As a wholly owned subsidiary of Japan’s Sumitomo Forestry Co., one of the world’s largest forestry companies, NPIL produces GoldenEdge medium density fibreboard and NelsonPine laminated veneer lumber (LVL) from Radiata Pine grown in the Nelson-Tasman region of New Zealand. Kai Kruse, chief executive officer of NPIL and an industry veteran, has enjoyed working closely with Sumitomo Forestry for two decades.
“We have formed strong synergies between Sumitomo Forestry’s extensive global network and Nelson Pine’s outstanding level of competence in manufacturing world-class engineered wood products for the building and construction industries,” Kruse said.
“Sustainability is the key to our business success and we always strive to achieve long-term goals. We plan long-term and proactively collaborate with all our stakeholders, including our staff, suppliers, customers and business partners, to ensure everyone’s success,” he explained.
NPIL’s industry-recognized reputation is based on the delivery of consistent and high-quality products, sustainable resource management, low environmental-impact practices, market-led research and continuous product development.
The company intends to contribute to Sumitomo Forestry’s W350 plan — a 350-meter high-rise wooden building, to celebrate its 350th anniversary in 2041.
“The W350 project is an opportunity for the Sumitomo Forestry family to work together, find solutions and create a structure which has never been built before,” Kruse said.
“I have the upmost respect for the senior management of Sumitomo Forestry and our friendships have strengthened over time. We share the same business ethics and passion for forest products.”
The forestry industry has seen a tremendous revival in recent years. Driven by environmental efforts toward carbon neutrality, the industry today plays a significant role. As trees grow they sequester carbon, which is then stored in wood products.

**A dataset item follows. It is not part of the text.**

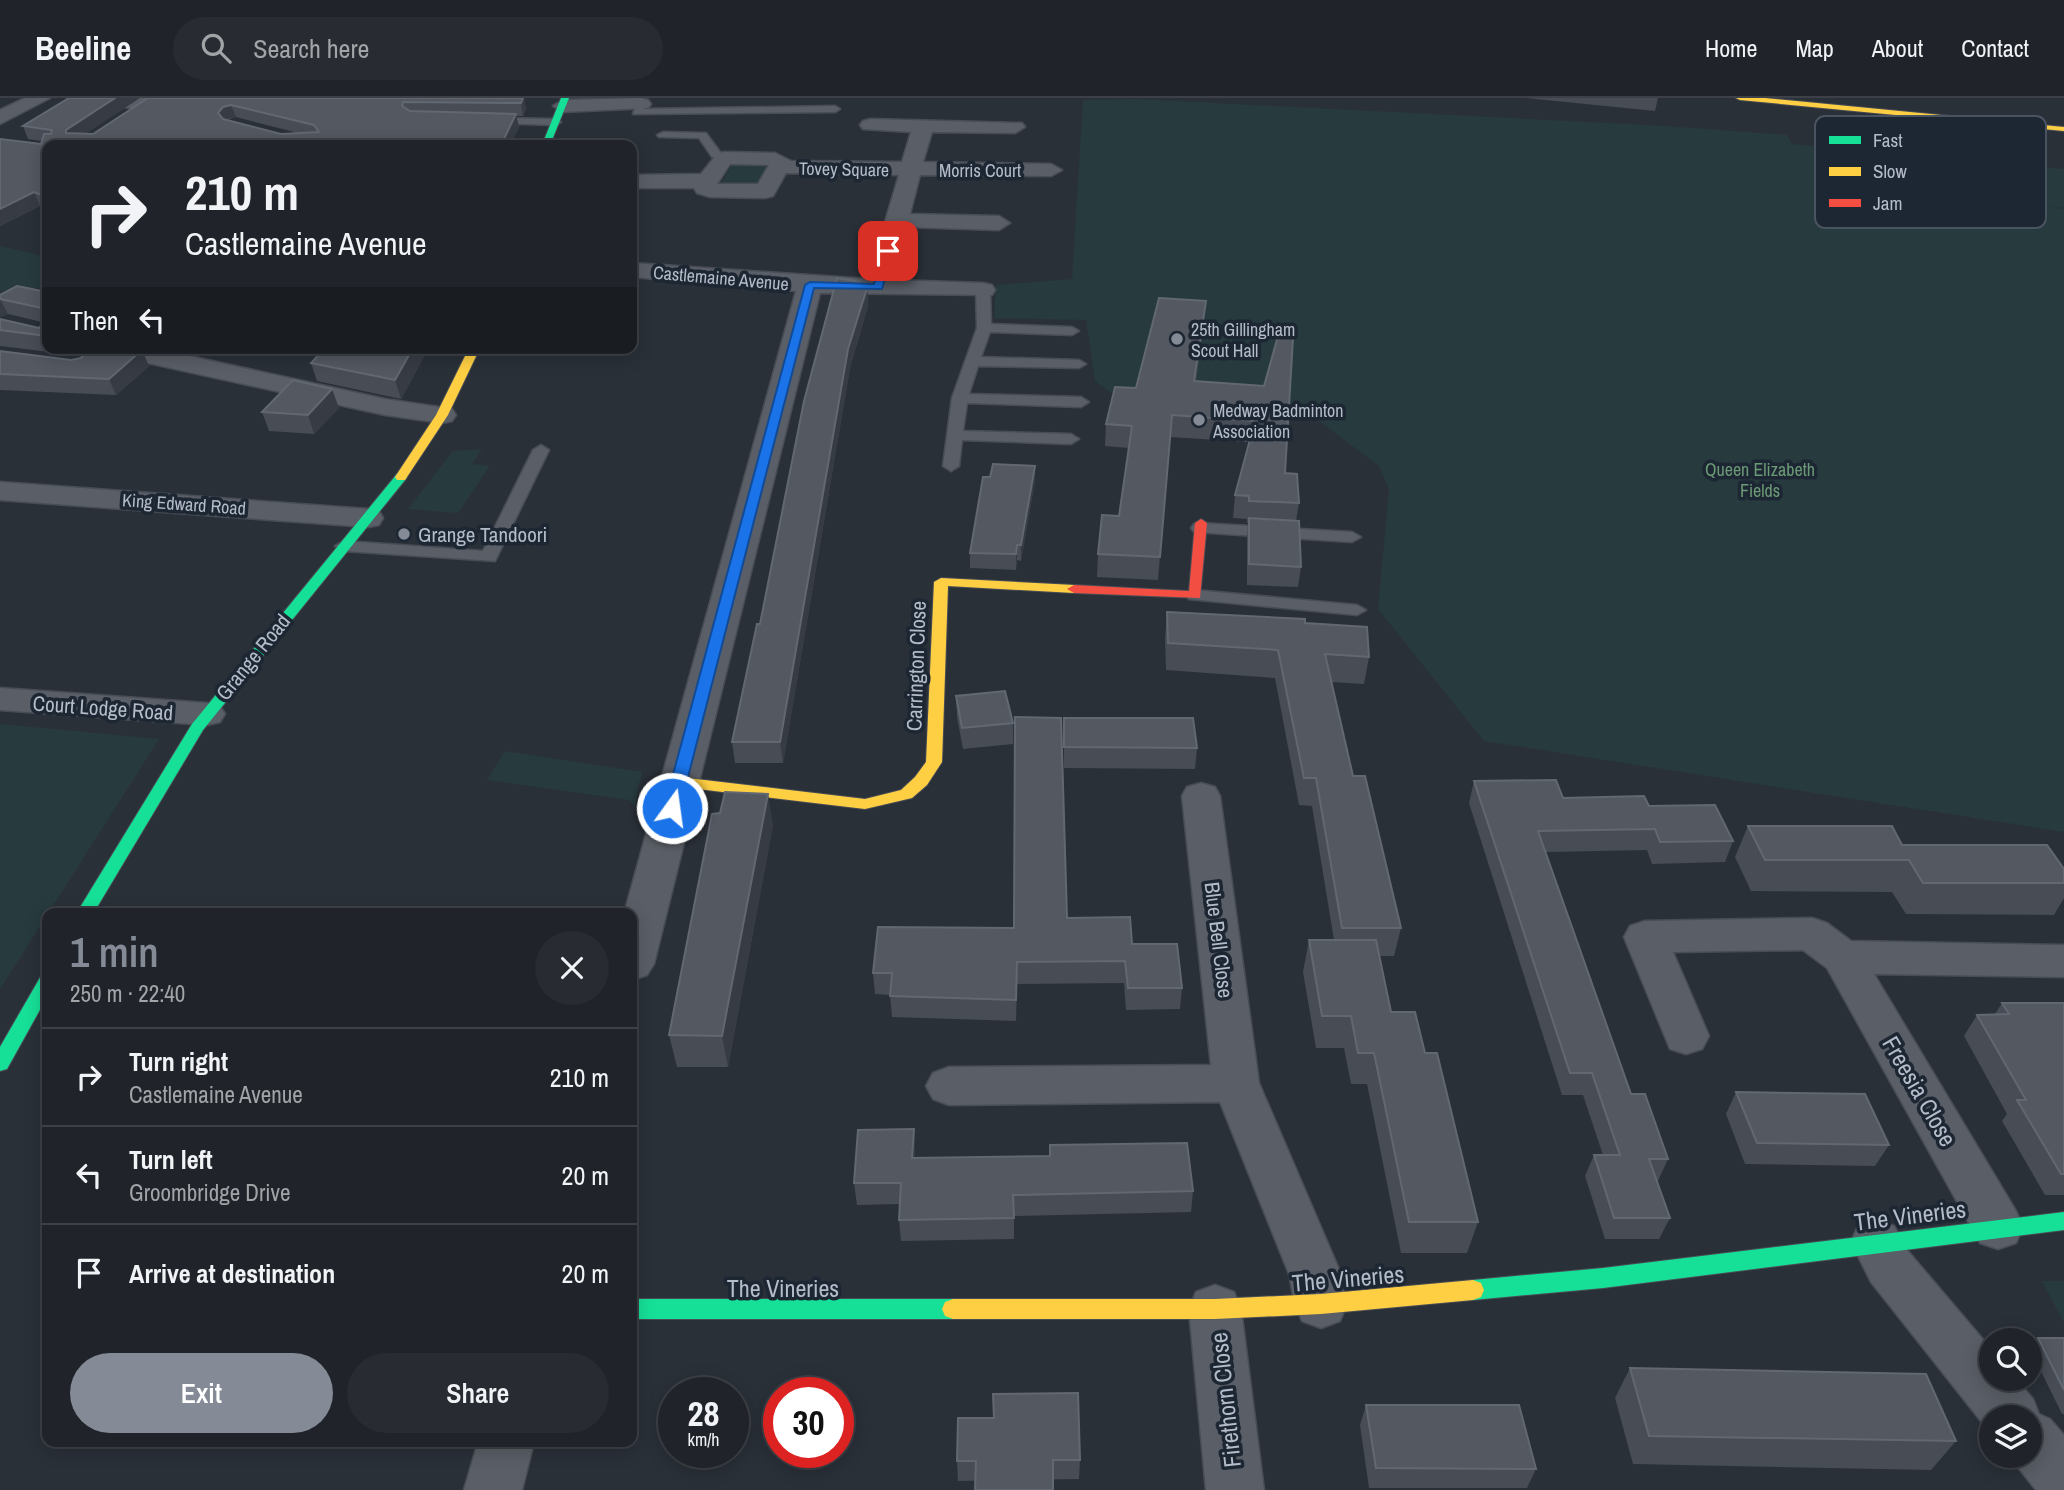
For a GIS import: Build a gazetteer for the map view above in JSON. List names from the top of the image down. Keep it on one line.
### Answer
{"streets":{"street":["Tovey Square","Morris Court","Castlemaine Avenue","King Edward Road","Grange Road","Carrington Close","Court Lodge Road","Blue Bell Close","Freesia Close","The Vineries","Firethorn Close"]},"crossings":[["Tovey Square","Morris Court"],["Castlemaine Avenue","Carrington Close"],["King Edward Road","Grange Road"],["Grange Road","Court Lodge Road"],["Blue Bell Close","The Vineries"],["Freesia Close","The Vineries"],["The Vineries","Firethorn Close"]],"parks":["Queen Elizabeth Fields"],"places":["25th Gillingham Scout Hall","Medway Badminton Association","Grange Tandoori"],"legend":["Fast","Slow","Jam"],"page":{"header":"Beeline","search":"Search here","nav":["Home","Map","About","Contact"],"turn":["210 m","Castlemaine Avenue"],"then":"Then","heading":["1 min","250 m · 22:40"],"list":[{"name":"Turn right","note":"Castlemaine Avenue","value":"210 m"},{"name":"Turn left","note":"Groombridge Drive","value":"20 m"},{"name":"Arrive at destination","value":"20 m"}],"buttons":["Exit","Share"],"speed":"28 km/h","limit":"30"}}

Both Japan and New Zealand have committed to becoming carbon neutral by 2050.
Research and development and innovation are central to NPIL’s high-performance timber materials, and the company works closely with Sumitomo Forestry’s Tsukuba Research Institute in Japan. The company also collaborates with the University of Canterbury and Auckland University of Technology to educate the next generation of architects and civil engineers on the benefits of timber construction.
“Wood and timber-built buildings contribute to people’s wellbeing,” said Kruse. “More people understand this today and we will deliver renewable and sustainable building materials to future generations.”